Getting the Doom sound working on it involved me setting there typing "No I can't hear anything" over and over until it magically worked...

Maybe I should have written a helper program to listen using the microphone or something.

nxobject|1 month ago

I think it's depressingly true of any novel language/framework at this point, especially if they have novel ideas.

NewsaHackO|1 month ago

I wonder if there is a way to create a sort of 'transpilation' layer to a new language like this for existing languages, so that it would be able to use all of the available training from other languages. Something that's like AST to AST. Though I wonder if it would only work in the initial training or fine-tuning stage.

cmrdporcupine|1 month ago

Not my experience, honestly. With a good code base for it to explore and good tooling, and a really good prompt I've had excellent results with frankly quite obscure things, including homegrown languages.

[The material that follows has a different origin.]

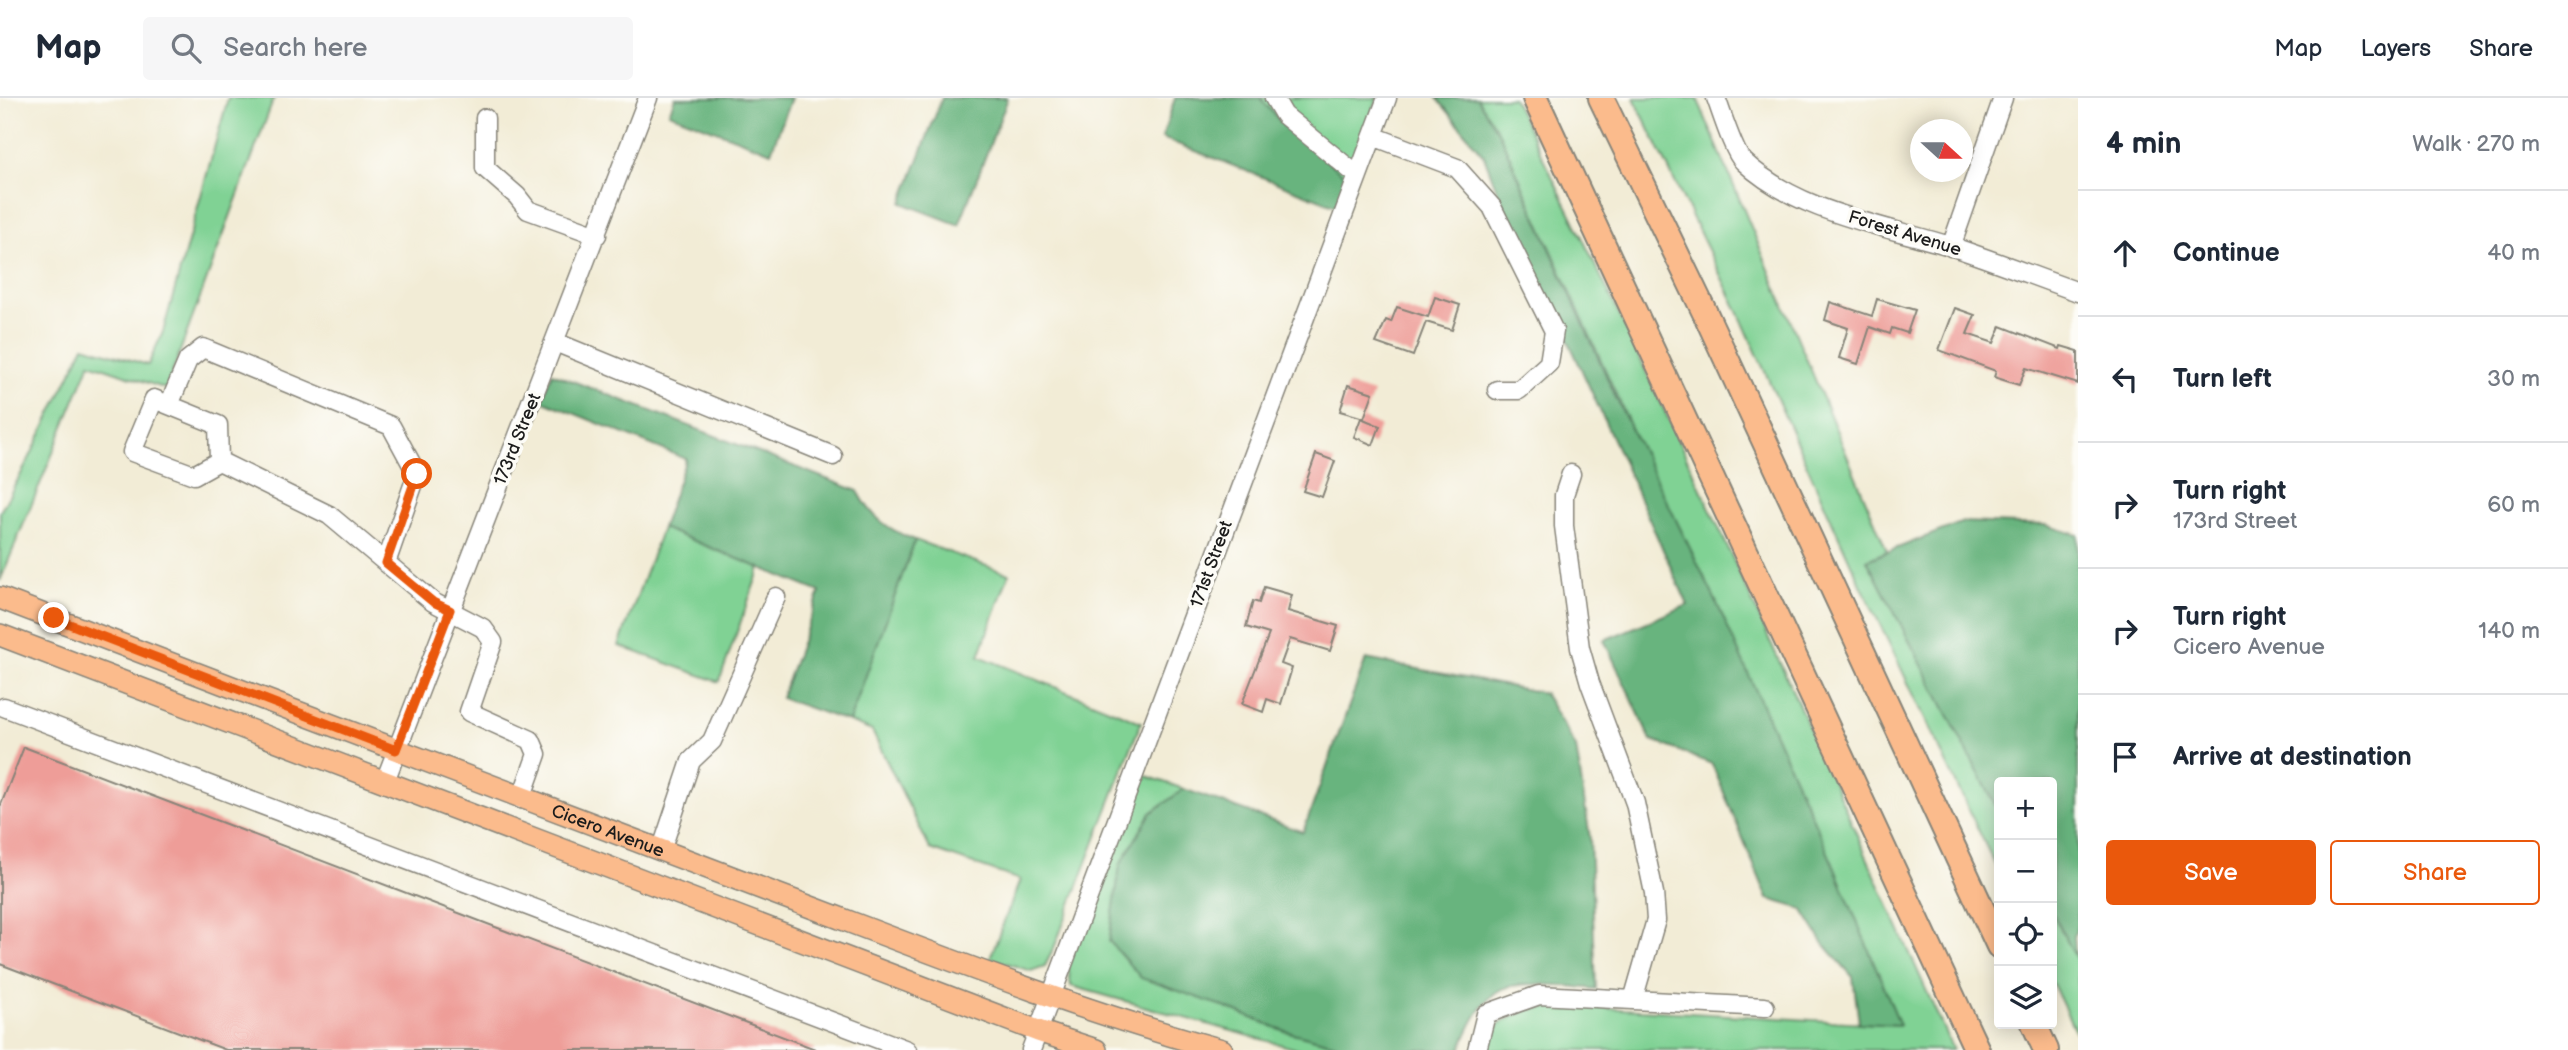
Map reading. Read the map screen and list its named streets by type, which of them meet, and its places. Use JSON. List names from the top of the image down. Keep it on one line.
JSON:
{"streets":{"main road":["Cicero Avenue"],"street":["Forest Avenue","173rd Street","171st Street"]},"crossings":[["173rd Street","Cicero Avenue"],["171st Street","Cicero Avenue"]],"north":"right","page":{"header":"Map","search":"Search here","nav":["Map","Layers","Share"],"heading":["4 min","Walk · 270 m"],"list":[["Continue","40 m"],["Turn left","30 m"],["Turn right","173rd Street","60 m"],["Turn right","Cicero Avenue","140 m"],"Arrive at destination"],"map_buttons":["+","−"],"buttons":["Save","Share"]}}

As others said, the key is feedback and prompting. In a model with long context, it'll figure it out.

rocha|1 month ago

But isn't this inefficient since the agent has to "bootstrap" its knowledge of the new language every time it's context window is reset?

vidarh|1 month ago

Yeah, I've had Claude work on my buggy, incomplete Ruby compiler written (mostly) in Ruby, which uses an s-expression like syntax with a custom "mini language" to implement low-level features that can't be done (or is impractical to do) in pure Ruby, and it only had minor problems with the s-expression language that was mostly fixed with a handful of lines in CLAUDE.md (and were, frankly, mostly my fault for making the language itself somewhat inconsistent) and e.g. when it write a bigint implementation, I had to "tell it off" for too readily resorting to the s-expression syntax since it seemed to "prefer it" over writing high-level code in Ruby.

boxed|1 month ago

Claude is very good with Elm, which there should be quite little training data.

whimsicalism|1 month ago

easy enough to solve with RL probably

measurablefunc|1 month ago

There is no RL for programming languages. Especially ones w/ no significant amount of code.